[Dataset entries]
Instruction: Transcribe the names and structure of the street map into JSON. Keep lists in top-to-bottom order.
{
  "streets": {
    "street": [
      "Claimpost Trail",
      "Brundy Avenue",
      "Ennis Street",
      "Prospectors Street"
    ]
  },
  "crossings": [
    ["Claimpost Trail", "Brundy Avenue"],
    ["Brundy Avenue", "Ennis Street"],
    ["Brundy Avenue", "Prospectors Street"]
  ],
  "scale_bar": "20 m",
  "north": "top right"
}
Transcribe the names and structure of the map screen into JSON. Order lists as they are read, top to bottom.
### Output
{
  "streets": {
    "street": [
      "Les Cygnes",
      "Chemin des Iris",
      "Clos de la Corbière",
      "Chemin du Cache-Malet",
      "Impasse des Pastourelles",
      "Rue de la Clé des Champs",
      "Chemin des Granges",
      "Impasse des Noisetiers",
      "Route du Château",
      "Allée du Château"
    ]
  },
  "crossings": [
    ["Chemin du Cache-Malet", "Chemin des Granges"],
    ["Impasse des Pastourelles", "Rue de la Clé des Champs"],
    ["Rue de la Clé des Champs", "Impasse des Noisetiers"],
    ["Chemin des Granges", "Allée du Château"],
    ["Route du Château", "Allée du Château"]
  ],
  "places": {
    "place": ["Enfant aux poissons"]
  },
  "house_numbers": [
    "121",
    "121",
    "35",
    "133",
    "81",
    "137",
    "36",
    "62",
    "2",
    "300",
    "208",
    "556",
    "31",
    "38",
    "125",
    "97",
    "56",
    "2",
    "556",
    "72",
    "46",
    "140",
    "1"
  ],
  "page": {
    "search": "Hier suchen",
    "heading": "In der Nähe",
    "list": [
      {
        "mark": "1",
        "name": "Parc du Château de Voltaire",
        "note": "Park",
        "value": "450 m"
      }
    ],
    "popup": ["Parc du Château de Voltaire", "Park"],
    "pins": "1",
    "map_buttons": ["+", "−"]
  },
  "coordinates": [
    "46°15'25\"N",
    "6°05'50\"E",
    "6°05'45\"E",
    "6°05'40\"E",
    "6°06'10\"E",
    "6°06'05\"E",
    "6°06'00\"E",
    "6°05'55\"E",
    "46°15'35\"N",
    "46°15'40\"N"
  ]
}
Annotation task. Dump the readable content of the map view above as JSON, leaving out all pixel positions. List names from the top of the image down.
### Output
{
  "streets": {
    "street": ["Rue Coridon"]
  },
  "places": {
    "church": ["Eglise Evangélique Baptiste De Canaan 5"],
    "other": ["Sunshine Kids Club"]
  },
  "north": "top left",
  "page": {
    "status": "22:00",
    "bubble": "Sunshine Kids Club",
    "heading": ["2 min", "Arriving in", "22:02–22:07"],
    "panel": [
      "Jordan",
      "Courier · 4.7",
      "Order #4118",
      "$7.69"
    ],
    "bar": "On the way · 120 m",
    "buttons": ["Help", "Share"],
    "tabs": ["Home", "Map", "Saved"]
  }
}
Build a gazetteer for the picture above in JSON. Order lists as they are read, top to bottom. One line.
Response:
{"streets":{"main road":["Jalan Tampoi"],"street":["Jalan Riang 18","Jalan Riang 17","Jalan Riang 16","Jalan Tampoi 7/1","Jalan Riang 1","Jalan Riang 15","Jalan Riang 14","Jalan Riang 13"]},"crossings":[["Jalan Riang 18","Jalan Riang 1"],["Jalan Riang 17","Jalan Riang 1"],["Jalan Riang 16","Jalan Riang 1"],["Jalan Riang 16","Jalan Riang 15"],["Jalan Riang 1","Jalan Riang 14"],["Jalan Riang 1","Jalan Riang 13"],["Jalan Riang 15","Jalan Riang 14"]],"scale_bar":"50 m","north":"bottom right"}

Exercise objective: Between the first line of the entries above and the line with "Transcribe the names and structure of the map", both included, copy every line exactly and nothing outside that range.

Result of the task:
Instruction: Transcribe the names and structure of the street map into JSON. Keep lists in top-to-bottom order.
{
  "streets": {
    "street": [
      "Claimpost Trail",
      "Brundy Avenue",
      "Ennis Street",
      "Prospectors Street"
    ]
  },
  "crossings": [
    ["Claimpost Trail", "Brundy Avenue"],
    ["Brundy Avenue", "Ennis Street"],
    ["Brundy Avenue", "Prospectors Street"]
  ],
  "scale_bar": "20 m",
  "north": "top right"
}
Transcribe the names and structure of the map screen into JSON. Order lists as they are read, top to bottom.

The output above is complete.